Voter registration problems and cheats

  • Republican Secretary of State Blackwell is in full retreat mode:
    Last night, a spokesman for Blackwell denied that the GOP officeholder was trying to prevent people from voting and said county boards should accept voter registration forms on paper of any weight as long as they are otherwise valid.

    “We’re not the paper police. We’re not going to go to county election boards and review voter registration forms,” said Blackwell spokesman Carlo LoParo. “We want them to process the forms.”

    But LoParo disputed suggestions that Blackwell was reversing his Sept. 7 directive, which states that “any Ohio form not printed on this minimum paperweight is considered to be an application for a registration form. Your board should mail this appropriate form to the person listed on the application.” […]

    LoParo said Blackwell wants election officials to process the lightweight registration forms and send the applicants a form on heavier-stock paper to return for a permanent record.

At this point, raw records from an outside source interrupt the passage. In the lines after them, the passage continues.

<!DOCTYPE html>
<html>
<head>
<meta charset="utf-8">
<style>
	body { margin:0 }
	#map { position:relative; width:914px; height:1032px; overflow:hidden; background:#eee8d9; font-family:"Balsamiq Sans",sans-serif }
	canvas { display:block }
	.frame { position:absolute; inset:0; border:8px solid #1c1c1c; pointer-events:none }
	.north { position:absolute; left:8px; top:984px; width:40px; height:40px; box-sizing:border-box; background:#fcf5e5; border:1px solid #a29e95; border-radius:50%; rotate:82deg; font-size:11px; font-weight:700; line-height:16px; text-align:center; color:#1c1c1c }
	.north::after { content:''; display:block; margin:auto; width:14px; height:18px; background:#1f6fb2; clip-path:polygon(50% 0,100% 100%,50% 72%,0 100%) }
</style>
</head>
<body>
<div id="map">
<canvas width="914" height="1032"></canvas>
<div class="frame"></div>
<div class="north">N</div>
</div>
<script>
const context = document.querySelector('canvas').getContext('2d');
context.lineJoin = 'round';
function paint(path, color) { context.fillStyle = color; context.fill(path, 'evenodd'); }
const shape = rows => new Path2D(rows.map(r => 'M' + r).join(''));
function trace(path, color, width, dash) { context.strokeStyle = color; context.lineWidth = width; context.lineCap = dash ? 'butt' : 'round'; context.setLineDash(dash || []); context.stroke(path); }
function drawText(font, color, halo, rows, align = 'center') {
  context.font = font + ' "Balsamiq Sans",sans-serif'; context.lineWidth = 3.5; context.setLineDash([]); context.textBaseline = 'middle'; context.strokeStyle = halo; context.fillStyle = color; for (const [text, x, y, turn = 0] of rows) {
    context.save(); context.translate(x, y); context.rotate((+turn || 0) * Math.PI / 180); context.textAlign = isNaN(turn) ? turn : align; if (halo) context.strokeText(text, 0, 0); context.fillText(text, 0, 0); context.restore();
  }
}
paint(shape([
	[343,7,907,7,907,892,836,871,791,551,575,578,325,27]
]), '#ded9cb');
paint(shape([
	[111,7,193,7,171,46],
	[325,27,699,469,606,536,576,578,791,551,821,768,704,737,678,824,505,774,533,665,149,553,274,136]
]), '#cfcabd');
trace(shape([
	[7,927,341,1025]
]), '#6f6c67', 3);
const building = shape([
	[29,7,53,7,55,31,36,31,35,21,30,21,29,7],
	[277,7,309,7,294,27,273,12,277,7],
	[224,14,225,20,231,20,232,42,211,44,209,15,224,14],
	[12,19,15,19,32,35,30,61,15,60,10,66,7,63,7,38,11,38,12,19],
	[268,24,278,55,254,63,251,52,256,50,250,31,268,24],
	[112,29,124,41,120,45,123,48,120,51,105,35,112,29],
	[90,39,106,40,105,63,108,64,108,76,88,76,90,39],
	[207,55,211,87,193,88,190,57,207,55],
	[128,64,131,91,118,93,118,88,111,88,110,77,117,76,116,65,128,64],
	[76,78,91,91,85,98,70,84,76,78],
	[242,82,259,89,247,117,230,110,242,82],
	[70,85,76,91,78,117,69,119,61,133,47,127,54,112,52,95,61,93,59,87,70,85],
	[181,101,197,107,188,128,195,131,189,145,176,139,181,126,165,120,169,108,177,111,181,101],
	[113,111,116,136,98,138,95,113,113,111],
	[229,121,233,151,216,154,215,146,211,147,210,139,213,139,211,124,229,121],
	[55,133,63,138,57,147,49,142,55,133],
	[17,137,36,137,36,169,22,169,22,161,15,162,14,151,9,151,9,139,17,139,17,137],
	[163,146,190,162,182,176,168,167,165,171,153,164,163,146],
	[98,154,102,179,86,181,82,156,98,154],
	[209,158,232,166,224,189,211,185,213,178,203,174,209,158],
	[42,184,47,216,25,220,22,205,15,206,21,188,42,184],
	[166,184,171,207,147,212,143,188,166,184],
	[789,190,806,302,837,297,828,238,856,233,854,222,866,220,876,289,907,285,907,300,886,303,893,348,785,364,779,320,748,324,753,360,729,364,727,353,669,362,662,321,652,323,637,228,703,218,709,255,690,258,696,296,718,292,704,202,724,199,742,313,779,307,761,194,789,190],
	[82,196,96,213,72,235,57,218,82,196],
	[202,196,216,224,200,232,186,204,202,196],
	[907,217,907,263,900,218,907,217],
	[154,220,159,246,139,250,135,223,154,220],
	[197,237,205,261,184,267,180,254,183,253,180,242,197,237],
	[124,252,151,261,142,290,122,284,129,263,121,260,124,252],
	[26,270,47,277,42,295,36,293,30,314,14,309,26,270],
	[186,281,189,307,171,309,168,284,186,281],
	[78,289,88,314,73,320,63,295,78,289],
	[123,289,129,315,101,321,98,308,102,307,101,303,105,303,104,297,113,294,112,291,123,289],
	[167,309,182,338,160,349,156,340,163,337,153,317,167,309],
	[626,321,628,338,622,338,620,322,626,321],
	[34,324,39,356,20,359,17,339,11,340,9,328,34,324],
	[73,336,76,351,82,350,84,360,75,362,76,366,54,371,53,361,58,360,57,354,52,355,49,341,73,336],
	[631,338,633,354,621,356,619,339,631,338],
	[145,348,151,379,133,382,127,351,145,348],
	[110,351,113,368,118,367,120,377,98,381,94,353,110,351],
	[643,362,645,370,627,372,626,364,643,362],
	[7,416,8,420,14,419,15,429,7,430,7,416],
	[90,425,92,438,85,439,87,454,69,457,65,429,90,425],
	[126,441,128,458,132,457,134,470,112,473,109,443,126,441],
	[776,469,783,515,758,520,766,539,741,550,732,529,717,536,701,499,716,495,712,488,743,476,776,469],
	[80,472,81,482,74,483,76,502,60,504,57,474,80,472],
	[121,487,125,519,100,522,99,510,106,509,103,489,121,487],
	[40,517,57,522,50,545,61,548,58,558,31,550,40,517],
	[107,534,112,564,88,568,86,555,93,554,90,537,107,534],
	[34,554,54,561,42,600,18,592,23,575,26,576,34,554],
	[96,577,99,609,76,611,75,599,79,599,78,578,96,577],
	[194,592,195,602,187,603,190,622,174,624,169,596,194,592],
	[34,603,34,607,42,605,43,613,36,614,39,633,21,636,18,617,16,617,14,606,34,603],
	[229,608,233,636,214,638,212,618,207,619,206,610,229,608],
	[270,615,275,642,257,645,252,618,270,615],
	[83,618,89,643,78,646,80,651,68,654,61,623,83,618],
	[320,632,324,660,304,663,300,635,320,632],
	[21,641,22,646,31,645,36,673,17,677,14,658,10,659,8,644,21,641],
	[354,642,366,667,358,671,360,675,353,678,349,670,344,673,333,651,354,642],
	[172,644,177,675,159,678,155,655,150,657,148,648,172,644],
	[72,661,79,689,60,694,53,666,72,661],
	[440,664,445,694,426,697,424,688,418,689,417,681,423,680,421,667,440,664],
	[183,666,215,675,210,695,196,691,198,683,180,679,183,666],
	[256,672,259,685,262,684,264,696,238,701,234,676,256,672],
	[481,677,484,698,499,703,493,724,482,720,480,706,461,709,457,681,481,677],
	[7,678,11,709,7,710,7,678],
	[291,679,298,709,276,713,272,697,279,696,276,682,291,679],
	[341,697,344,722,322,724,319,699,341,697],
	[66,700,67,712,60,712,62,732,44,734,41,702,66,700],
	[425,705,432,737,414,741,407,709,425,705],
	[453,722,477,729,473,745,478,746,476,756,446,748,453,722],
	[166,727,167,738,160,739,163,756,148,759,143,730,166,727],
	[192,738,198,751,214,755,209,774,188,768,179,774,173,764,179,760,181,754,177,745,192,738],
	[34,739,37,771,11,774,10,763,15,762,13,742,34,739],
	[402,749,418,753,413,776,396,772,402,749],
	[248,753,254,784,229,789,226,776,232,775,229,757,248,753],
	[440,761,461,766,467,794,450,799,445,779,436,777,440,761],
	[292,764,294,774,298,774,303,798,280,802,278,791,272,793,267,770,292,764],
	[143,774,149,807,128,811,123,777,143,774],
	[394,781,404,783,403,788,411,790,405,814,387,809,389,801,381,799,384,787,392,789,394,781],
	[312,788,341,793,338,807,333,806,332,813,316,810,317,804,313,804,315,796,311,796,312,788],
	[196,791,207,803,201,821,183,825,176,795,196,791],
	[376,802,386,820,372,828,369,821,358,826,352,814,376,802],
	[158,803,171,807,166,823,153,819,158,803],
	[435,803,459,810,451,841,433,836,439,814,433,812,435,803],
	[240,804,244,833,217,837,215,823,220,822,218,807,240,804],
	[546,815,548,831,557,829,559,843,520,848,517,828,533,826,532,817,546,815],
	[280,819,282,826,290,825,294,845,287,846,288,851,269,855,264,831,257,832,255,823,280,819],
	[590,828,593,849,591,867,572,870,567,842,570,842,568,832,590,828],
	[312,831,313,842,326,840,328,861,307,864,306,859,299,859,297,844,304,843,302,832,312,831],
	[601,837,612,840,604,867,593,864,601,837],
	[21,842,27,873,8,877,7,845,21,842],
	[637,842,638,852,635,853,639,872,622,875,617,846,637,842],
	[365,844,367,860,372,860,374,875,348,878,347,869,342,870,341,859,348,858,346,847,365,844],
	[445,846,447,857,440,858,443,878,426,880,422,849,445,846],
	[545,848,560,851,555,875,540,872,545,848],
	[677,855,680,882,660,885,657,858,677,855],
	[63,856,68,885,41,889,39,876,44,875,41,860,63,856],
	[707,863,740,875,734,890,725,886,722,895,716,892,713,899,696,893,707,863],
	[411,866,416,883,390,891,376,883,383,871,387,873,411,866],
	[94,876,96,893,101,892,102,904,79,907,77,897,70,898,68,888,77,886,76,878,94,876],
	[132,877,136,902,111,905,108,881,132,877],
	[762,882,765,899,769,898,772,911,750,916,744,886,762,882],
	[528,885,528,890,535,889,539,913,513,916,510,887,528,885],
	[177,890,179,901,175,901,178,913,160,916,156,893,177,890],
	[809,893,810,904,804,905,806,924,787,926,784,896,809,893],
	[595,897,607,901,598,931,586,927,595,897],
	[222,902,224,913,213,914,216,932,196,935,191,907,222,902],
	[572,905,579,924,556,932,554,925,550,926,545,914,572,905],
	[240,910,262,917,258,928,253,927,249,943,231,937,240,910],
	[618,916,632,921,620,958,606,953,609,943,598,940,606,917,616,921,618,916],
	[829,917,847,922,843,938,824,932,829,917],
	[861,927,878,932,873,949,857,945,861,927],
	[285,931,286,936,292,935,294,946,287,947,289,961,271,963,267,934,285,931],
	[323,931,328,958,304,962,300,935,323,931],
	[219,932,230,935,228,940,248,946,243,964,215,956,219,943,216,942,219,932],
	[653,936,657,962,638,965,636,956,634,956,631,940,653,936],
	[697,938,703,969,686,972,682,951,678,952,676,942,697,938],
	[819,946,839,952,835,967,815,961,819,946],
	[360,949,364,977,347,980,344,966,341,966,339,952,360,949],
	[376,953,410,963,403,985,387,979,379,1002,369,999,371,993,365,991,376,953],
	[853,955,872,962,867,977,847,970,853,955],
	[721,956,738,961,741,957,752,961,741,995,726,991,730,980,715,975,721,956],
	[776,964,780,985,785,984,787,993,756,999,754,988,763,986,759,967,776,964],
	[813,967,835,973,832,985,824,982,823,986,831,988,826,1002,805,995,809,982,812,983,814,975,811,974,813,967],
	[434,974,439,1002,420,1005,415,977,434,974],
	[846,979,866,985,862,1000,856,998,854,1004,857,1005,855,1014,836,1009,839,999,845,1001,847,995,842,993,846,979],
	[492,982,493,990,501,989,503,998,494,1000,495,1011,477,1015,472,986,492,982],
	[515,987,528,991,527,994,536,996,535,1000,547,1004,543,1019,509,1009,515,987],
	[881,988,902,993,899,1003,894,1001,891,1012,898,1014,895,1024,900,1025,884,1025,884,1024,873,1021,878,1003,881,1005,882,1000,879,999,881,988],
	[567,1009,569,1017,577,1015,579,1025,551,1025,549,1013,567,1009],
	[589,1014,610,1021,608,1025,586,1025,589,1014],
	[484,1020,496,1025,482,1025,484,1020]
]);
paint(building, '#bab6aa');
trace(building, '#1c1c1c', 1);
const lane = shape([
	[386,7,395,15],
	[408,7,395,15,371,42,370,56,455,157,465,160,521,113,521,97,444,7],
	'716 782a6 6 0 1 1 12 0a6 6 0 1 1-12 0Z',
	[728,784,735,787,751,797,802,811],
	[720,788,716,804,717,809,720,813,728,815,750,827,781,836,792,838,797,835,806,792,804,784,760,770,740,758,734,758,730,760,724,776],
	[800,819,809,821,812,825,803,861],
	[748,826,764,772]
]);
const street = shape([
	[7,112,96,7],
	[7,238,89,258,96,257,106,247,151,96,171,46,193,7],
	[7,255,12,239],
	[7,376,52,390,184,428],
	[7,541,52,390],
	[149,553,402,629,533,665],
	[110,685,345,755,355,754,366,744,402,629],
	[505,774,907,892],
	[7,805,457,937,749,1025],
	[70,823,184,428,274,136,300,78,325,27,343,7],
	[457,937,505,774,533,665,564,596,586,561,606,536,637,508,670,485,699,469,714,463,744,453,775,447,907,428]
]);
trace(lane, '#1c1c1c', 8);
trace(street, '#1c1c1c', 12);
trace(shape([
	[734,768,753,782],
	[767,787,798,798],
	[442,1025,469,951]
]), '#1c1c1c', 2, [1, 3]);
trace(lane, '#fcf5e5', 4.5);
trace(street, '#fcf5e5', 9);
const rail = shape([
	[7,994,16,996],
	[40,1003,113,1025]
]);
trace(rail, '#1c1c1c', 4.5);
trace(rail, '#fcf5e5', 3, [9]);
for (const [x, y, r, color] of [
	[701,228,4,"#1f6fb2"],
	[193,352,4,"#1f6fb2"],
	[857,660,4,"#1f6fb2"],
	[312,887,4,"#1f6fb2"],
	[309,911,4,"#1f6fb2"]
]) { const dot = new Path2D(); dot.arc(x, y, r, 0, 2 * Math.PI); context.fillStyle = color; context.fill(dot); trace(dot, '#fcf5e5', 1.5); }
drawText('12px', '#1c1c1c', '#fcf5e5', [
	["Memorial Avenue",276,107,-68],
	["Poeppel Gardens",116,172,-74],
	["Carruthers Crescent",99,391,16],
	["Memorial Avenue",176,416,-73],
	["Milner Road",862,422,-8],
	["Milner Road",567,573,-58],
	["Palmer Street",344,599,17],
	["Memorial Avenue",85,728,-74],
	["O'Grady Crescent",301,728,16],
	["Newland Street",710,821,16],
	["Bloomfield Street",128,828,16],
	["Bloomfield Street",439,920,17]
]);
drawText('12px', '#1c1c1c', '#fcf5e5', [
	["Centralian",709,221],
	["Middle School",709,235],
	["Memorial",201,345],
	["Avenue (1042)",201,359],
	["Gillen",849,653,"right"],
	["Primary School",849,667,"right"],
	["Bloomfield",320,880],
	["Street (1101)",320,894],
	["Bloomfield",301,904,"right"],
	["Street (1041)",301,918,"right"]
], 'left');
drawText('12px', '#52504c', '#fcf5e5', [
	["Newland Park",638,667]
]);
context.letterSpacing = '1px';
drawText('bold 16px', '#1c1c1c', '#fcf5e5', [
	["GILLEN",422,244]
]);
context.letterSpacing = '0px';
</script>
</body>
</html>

    That was news to election officials in two counties, who said they have not been processing forms on underweight papers, per Blackwell’s directive.

    (Via Kos).

  • Meanwhile, the Times is reporting that there’s probably going to be trouble counting overseas ballots this year. Oy.
  • As you may recall, Jeb Bush’s minions got caught earlier this year trying to purge felons from Florida’s voting rolls – using a purge list that didn’t purge any Hispanics (who, in Florida, tend to vote Republican) but purged lots and lots of Blacks (who tend to vote Democrat). Legal Fiction points out that there’s quite a lot of evidence that this was done deliberately.
  • Via Alsis, this Counterpunch article reports on some of the dirty tricks Democratic Secretary of State Bradbury used to keep Nader off of the Oregon ballot. This is remarkably scummy, anti-democratic stuff. Here’s just one example:
    In addition, Bradbury discarded 2,354 county-verified voter signatures (out of the 18,186 submitted to him), because they were on sheets filed with the county elections officers without sequential sheet numbers on them. Employees of the Secretary of State could provide no instance of this ever being applied to reject nominating petitions. Further, the manager of the Nader campaign testified at trial, using his log of notes, that he had been submitting the sheets with sequential sheet numbers until being advised by Bradbury’s office late in the process that he should stop numbering the sheets. That employee testified that she did not recall the conversation but that she had more than once provided incorrect advice to candidates and that the resulting violations of written rules were waived by Bradbury. But no waiver for Nader.

    The idea that democracy is more important than winning any particular election contest just seems foreign to too many high elected officials.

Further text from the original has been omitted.